Stored items
-- Opening Marker --
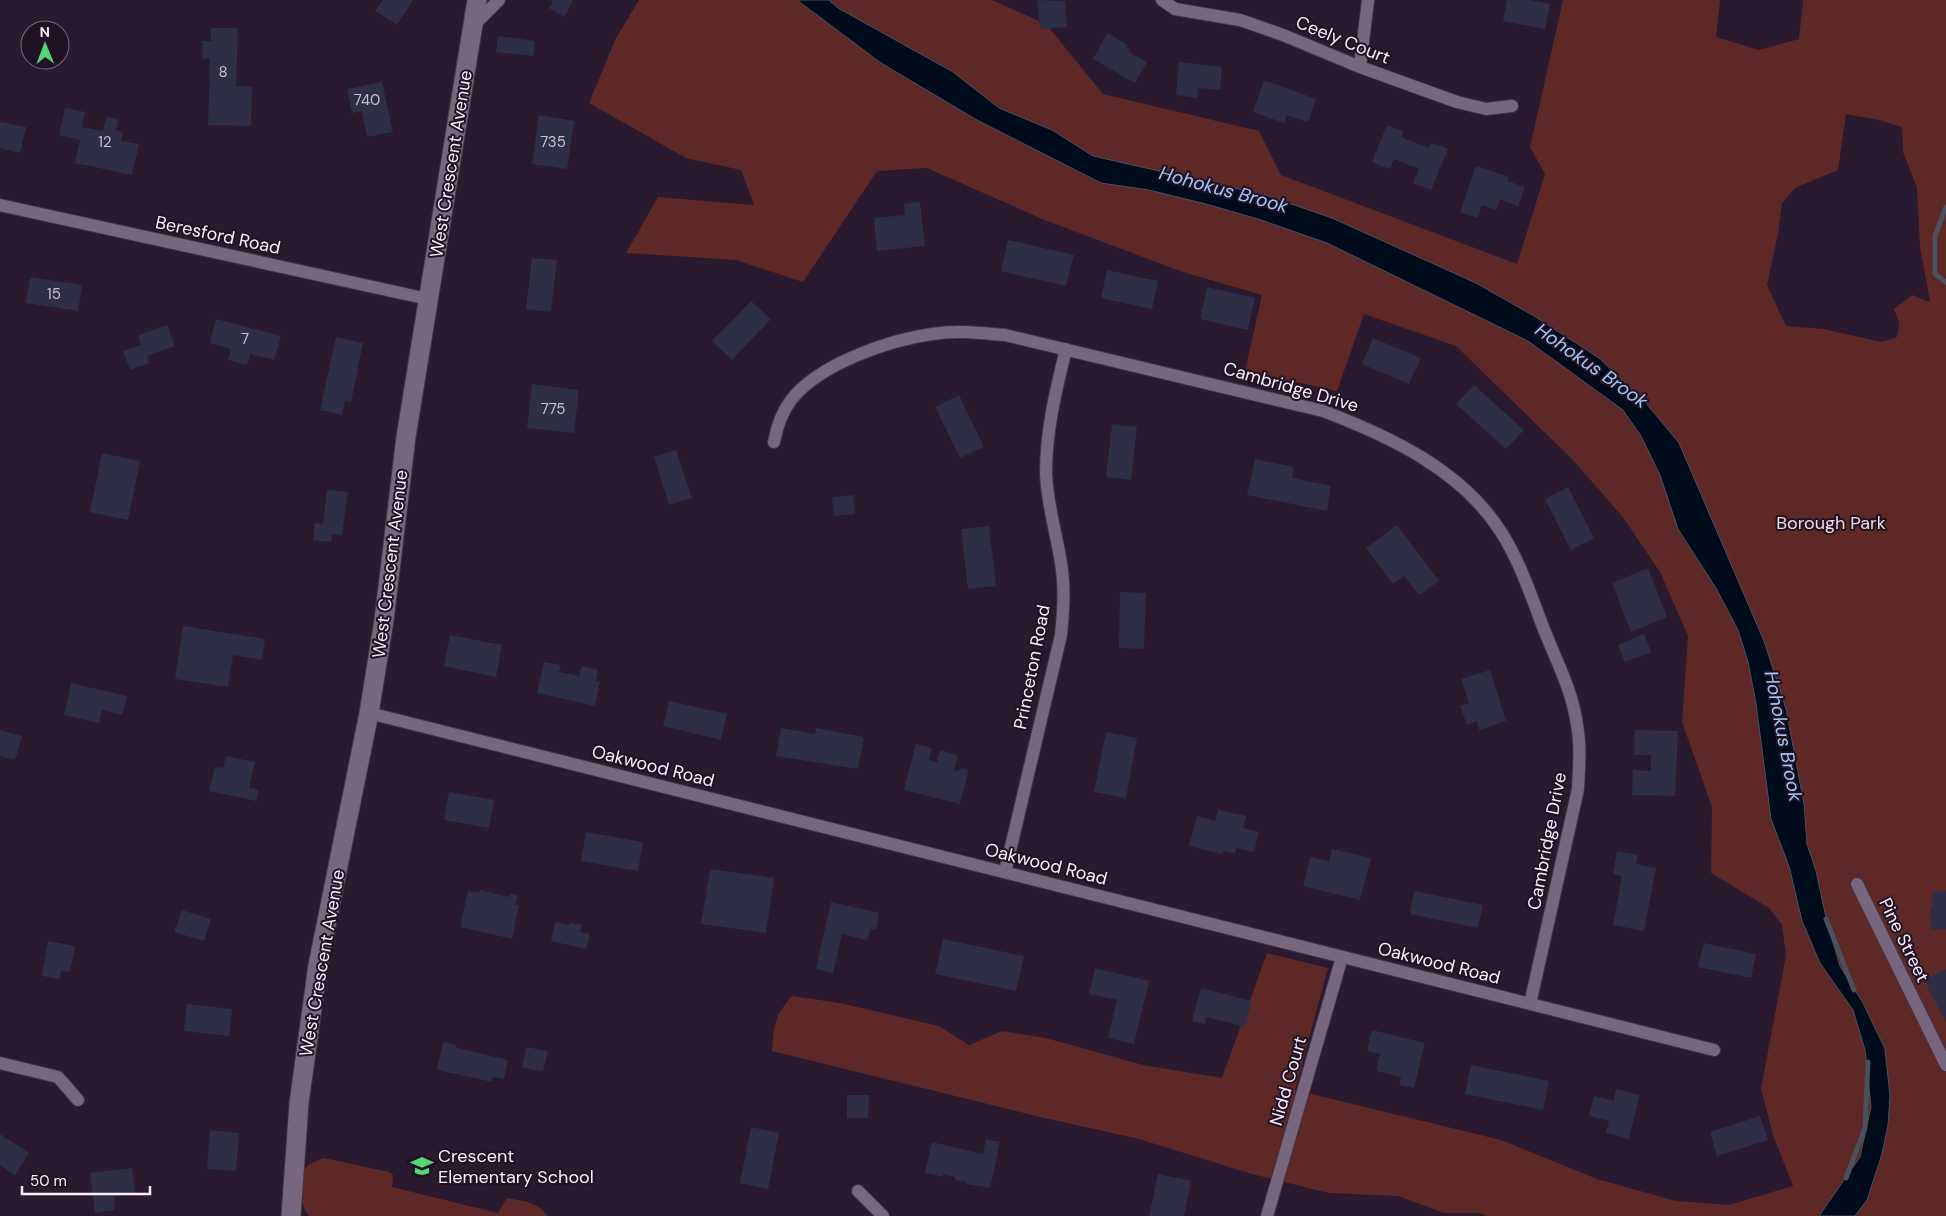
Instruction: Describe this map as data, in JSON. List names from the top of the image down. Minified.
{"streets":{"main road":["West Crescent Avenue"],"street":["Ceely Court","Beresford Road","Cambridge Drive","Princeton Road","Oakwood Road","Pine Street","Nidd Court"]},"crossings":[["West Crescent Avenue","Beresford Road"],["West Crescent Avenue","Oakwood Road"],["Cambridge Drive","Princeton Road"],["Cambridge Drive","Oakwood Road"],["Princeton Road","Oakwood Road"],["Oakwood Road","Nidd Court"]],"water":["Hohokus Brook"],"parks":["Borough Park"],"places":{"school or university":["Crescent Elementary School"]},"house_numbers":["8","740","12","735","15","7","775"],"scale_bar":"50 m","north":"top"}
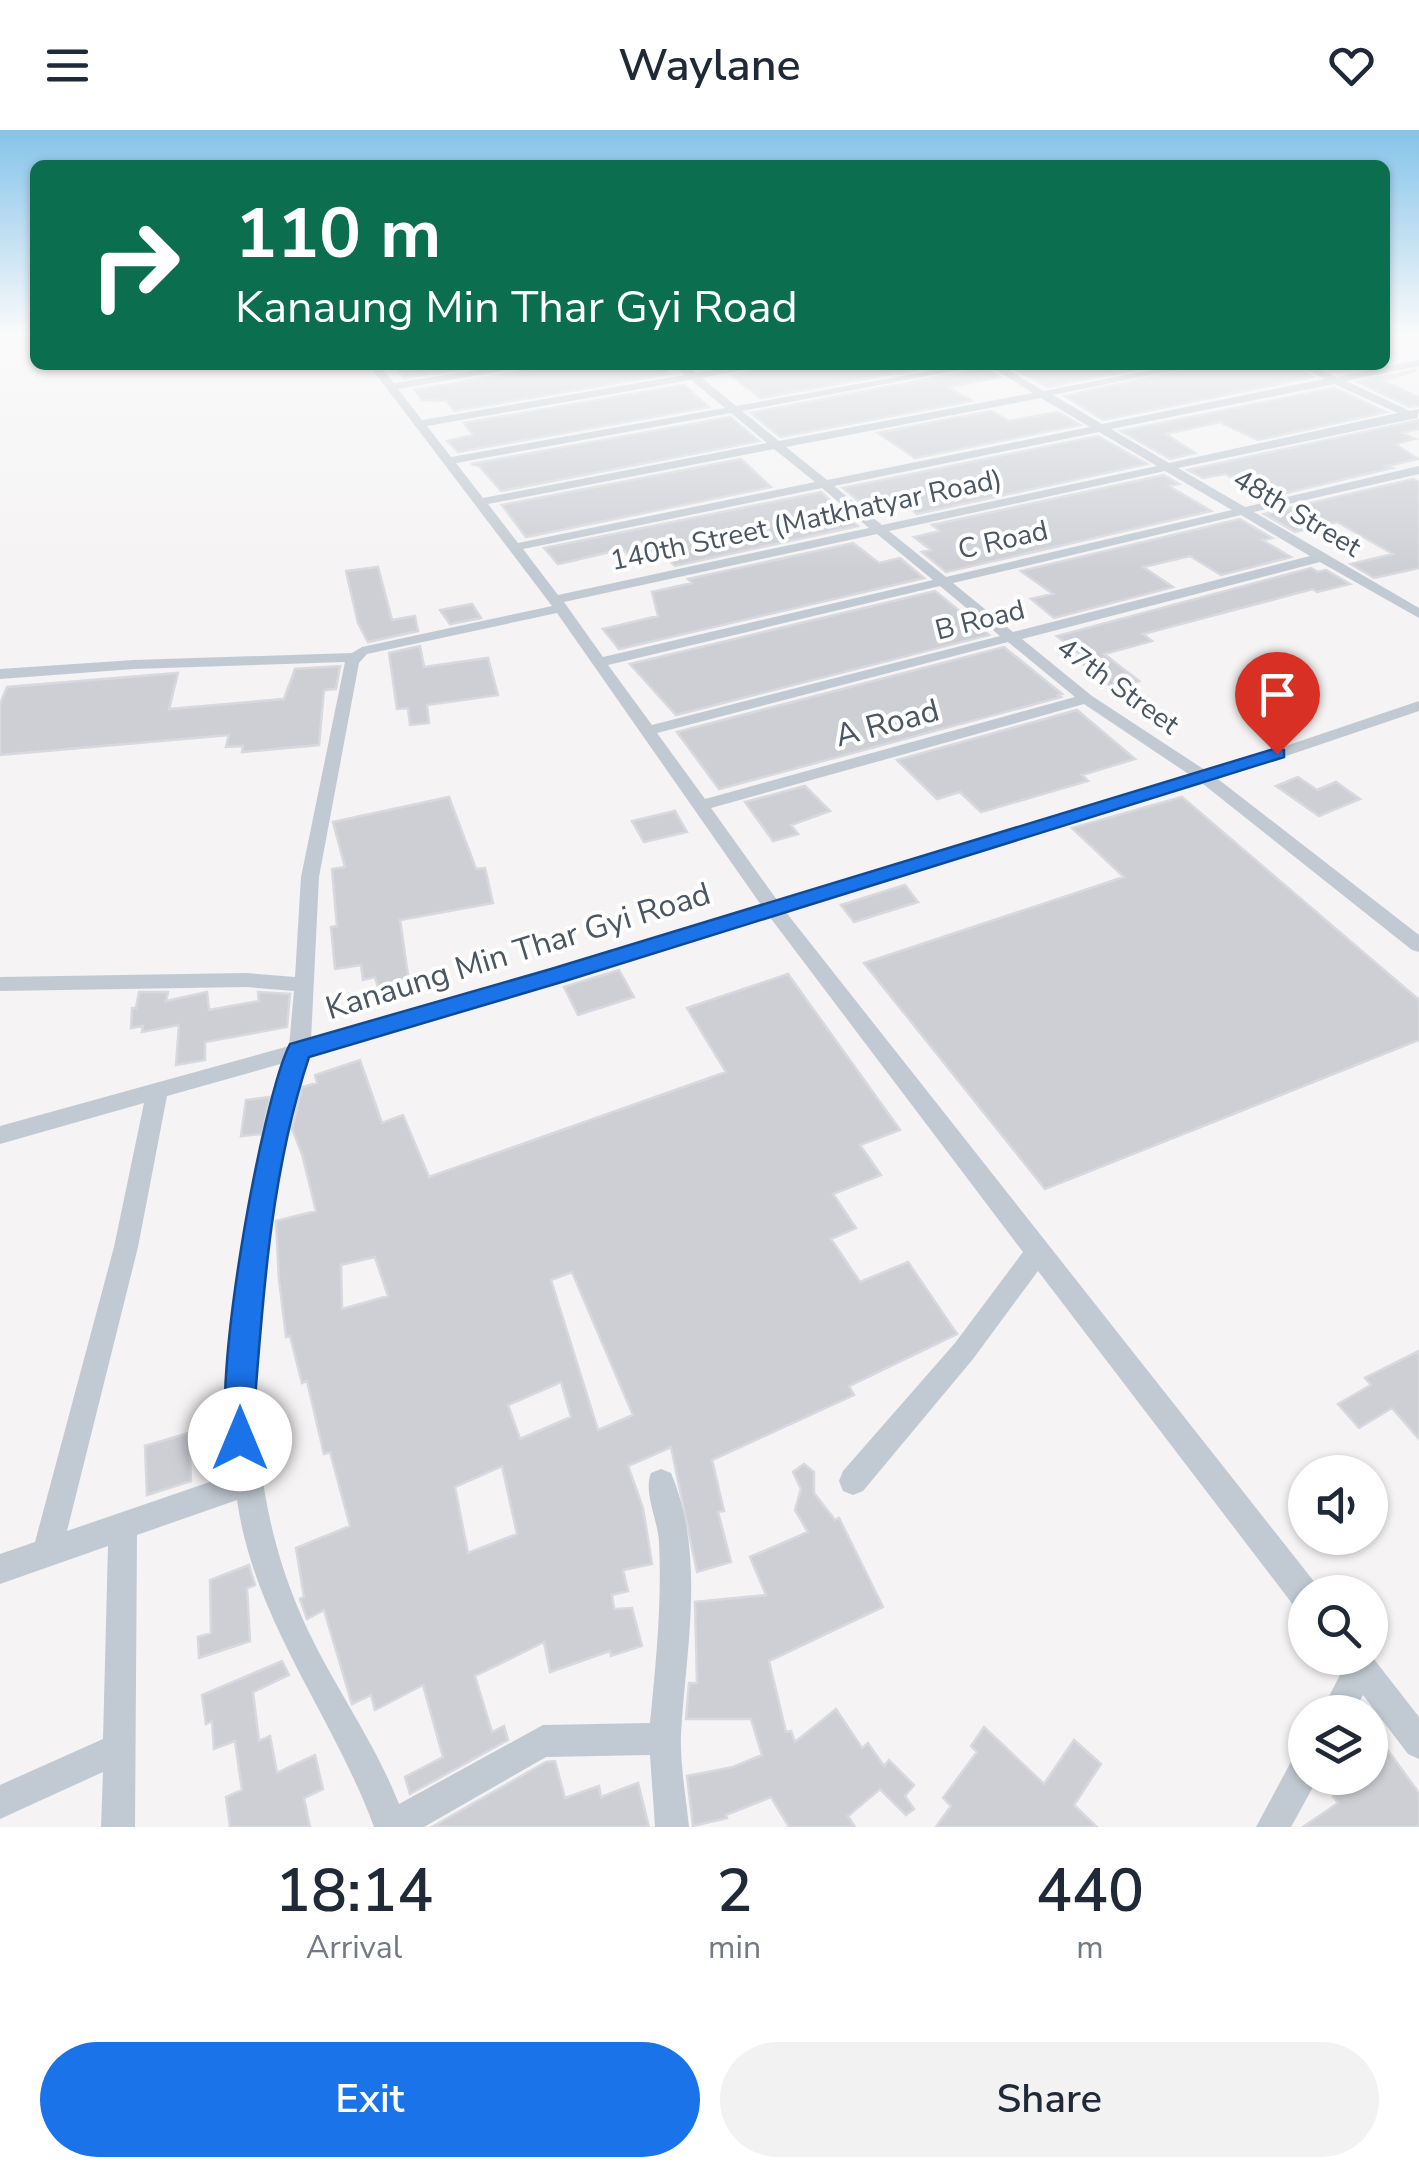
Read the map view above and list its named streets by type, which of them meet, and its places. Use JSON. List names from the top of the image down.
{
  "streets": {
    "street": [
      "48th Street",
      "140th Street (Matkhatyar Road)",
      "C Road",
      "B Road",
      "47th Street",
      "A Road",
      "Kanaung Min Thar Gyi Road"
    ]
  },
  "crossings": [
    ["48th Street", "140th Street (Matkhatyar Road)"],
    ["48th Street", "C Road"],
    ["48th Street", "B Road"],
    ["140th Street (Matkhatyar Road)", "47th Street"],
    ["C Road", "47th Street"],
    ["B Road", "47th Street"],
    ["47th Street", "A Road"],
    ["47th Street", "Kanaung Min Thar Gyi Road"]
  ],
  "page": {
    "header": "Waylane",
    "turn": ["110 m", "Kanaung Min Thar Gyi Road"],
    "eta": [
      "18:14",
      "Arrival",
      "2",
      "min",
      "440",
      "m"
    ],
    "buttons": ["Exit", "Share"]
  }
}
-- Closing Marker --
* _Task_:
Copy the records exactly. Skip the pictures.

* _Result for this exercise_:
Instruction: Describe this map as data, in JSON. List names from the top of the image down. Minified.
{"streets":{"main road":["West Crescent Avenue"],"street":["Ceely Court","Beresford Road","Cambridge Drive","Princeton Road","Oakwood Road","Pine Street","Nidd Court"]},"crossings":[["West Crescent Avenue","Beresford Road"],["West Crescent Avenue","Oakwood Road"],["Cambridge Drive","Princeton Road"],["Cambridge Drive","Oakwood Road"],["Princeton Road","Oakwood Road"],["Oakwood Road","Nidd Court"]],"water":["Hohokus Brook"],"parks":["Borough Park"],"places":{"school or university":["Crescent Elementary School"]},"house_numbers":["8","740","12","735","15","7","775"],"scale_bar":"50 m","north":"top"}
Read the map view above and list its named streets by type, which of them meet, and its places. Use JSON. List names from the top of the image down.
{
  "streets": {
    "street": [
      "48th Street",
      "140th Street (Matkhatyar Road)",
      "C Road",
      "B Road",
      "47th Street",
      "A Road",
      "Kanaung Min Thar Gyi Road"
    ]
  },
  "crossings": [
    ["48th Street", "140th Street (Matkhatyar Road)"],
    ["48th Street", "C Road"],
    ["48th Street", "B Road"],
    ["140th Street (Matkhatyar Road)", "47th Street"],
    ["C Road", "47th Street"],
    ["B Road", "47th Street"],
    ["47th Street", "A Road"],
    ["47th Street", "Kanaung Min Thar Gyi Road"]
  ],
  "page": {
    "header": "Waylane",
    "turn": ["110 m", "Kanaung Min Thar Gyi Road"],
    "eta": [
      "18:14",
      "Arrival",
      "2",
      "min",
      "440",
      "m"
    ],
    "buttons": ["Exit", "Share"]
  }
}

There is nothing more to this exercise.